Much has changed since. Last year, China proved itself the only major economy to grow despite the Covid-19 epidemic. As such, it overtook the U.S. as the world’s top destination for new foreign direct investment, while the country’s stocks and bonds also hit record highs. Beijing is no longer worried about capital raising. If anything, it is worried about too much hot money going in.
From Beijing’s viewpoint, it has made a lot of progress ensuring market fairness and discipline — and doesn’t need to be concerned about the sentiments of foreigners. For instance, on the mainland, a company’s substantial stakeholders have to disclose how many shares they have pledged out for margin loans; and the exchanges regularly ask companies to comment on negative news coverage to assuage any public concerns.

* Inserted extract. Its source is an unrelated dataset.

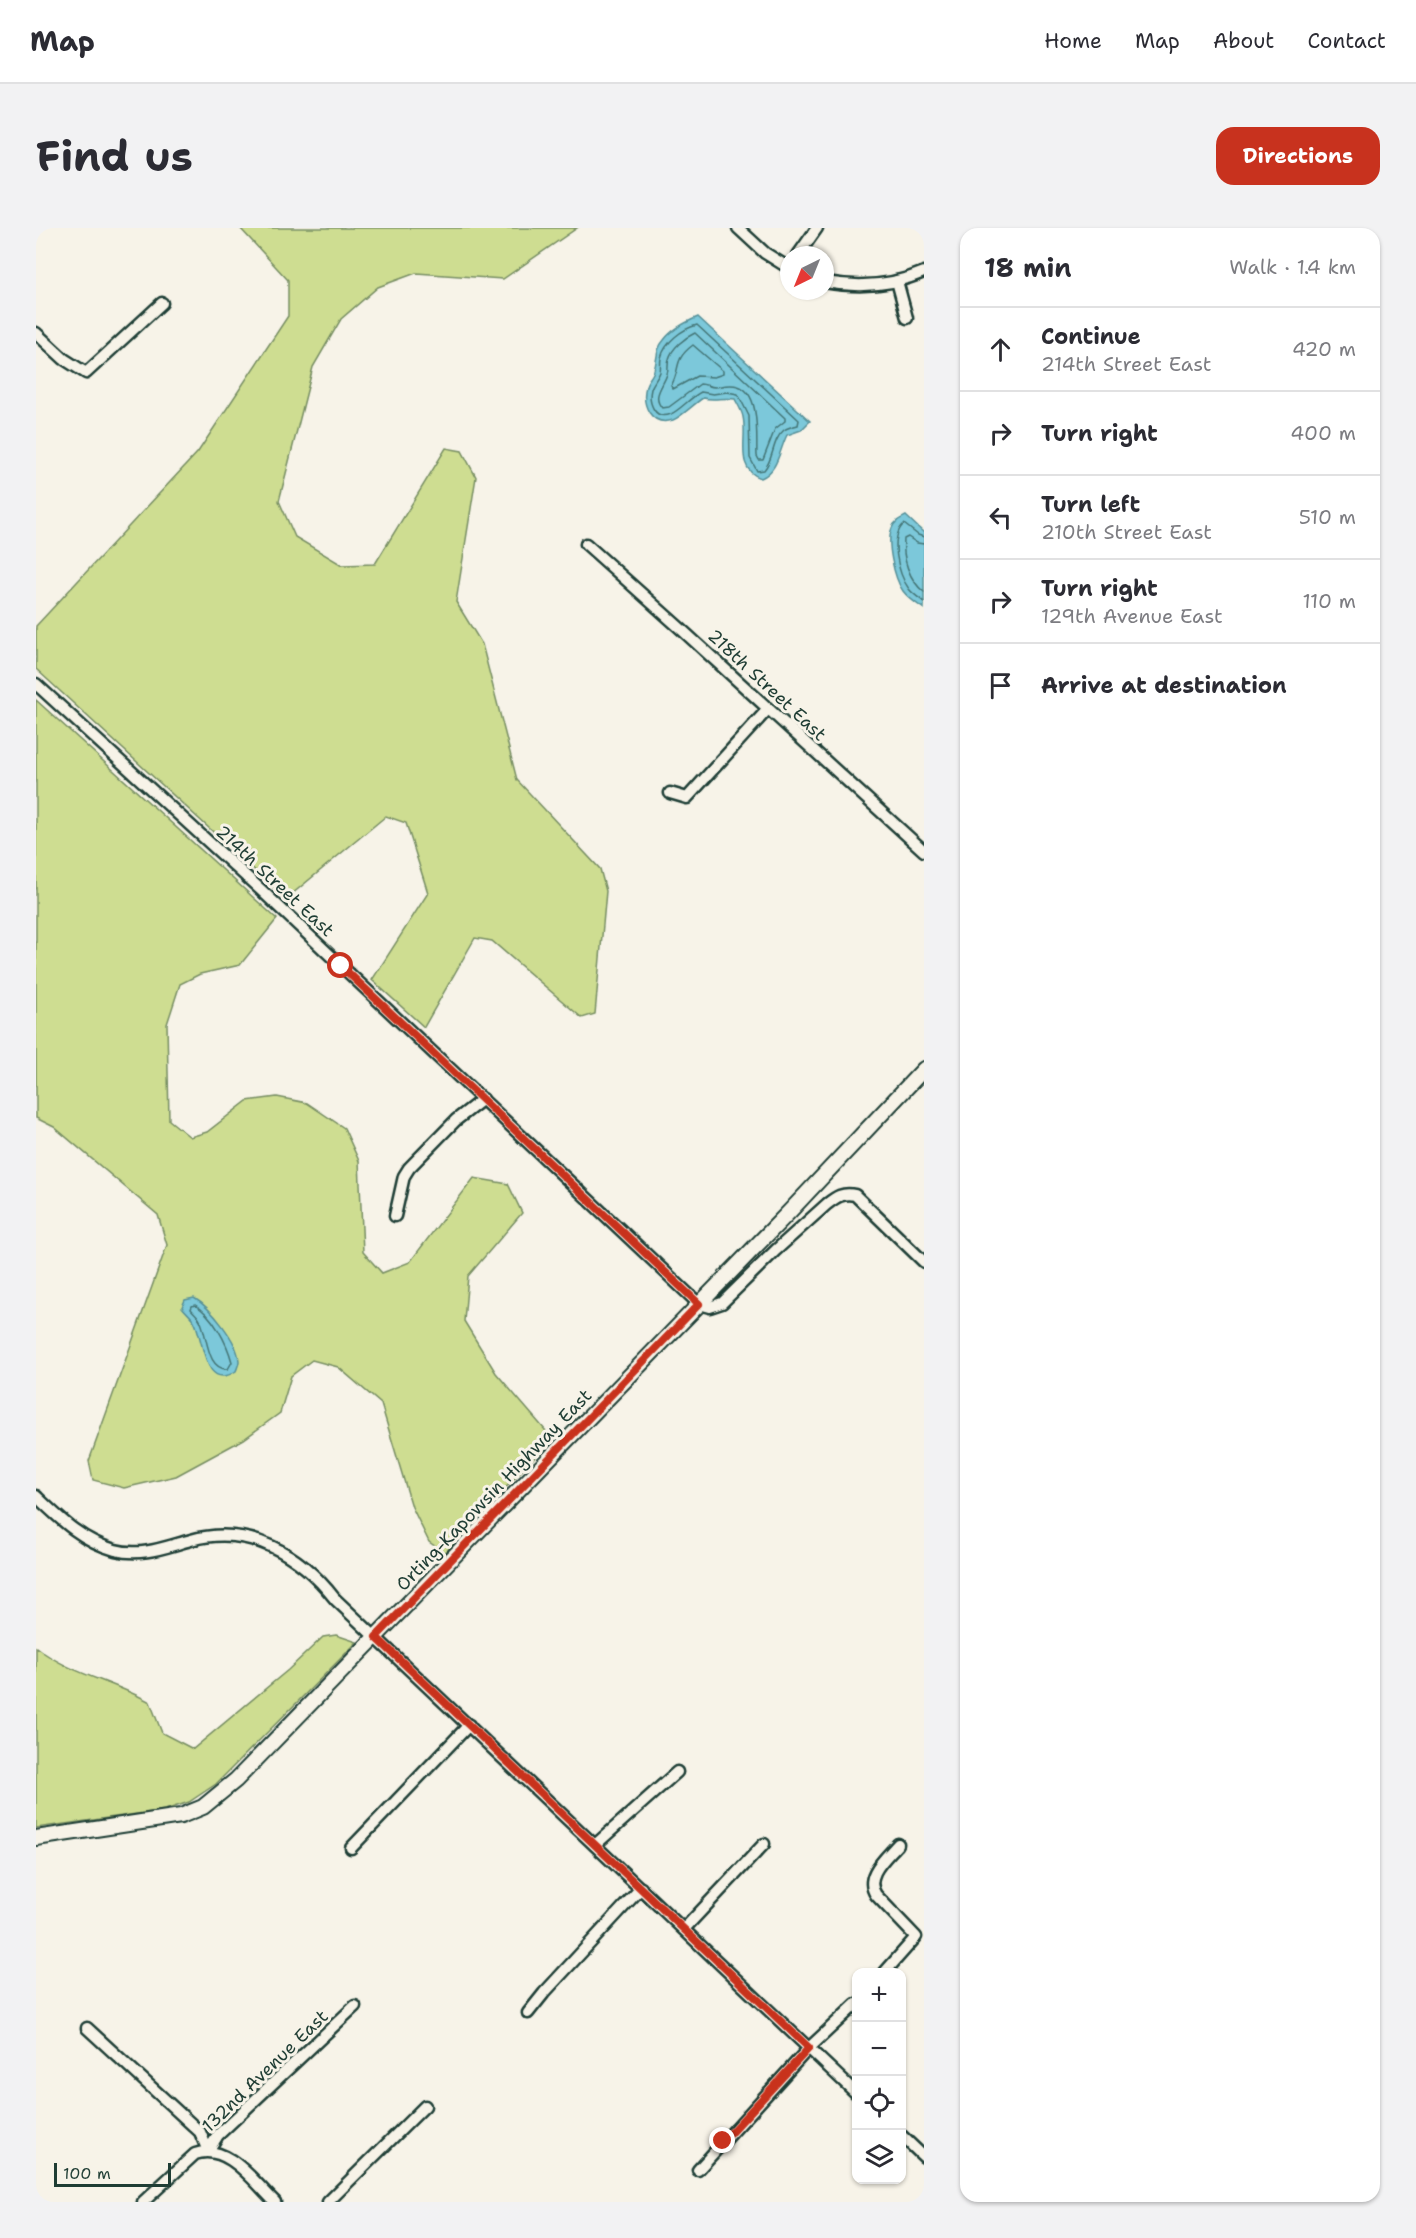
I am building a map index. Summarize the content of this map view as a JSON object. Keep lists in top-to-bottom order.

By comparison, Chinese companies listed in the U.S. are not required to disclose share pledges by executives. The U.S. exchanges and investors have no clue what kind of business news is circulating in China about companies coming to market in America. (The government’s hesitancy about the Didi IPO, for example, has been floating around in Chinese media for weeks, including in the influential outlet Caixin.) Foreigners would get better and proper protection on issues such as corporate governance if they went to China and sifted through listed stocks there.
Chinese companies seem perpetually drawn to New York, even though the U.S. government has tried very hard to deter them from going public. In June, China Inc. raised $7.9 billion, the highest monthly figure since Alibaba Group Holding Ltd.’s IPO in September 2014, data compiled by Bloomberg Opinion show. U.S. investors need to read the tea leaves about the mainland companies coming stateside to raise money: China has trumpeted goodbye and is off to another party.
This column does not necessarily reflect the opinion of the editorial board or Bloomberg LP and its owners.
Shuli Ren is a Bloomberg Opinion columnist covering Asian markets. She previously wrote on markets for Barron's, following a career as an investment banker, and is a CFA charterholder.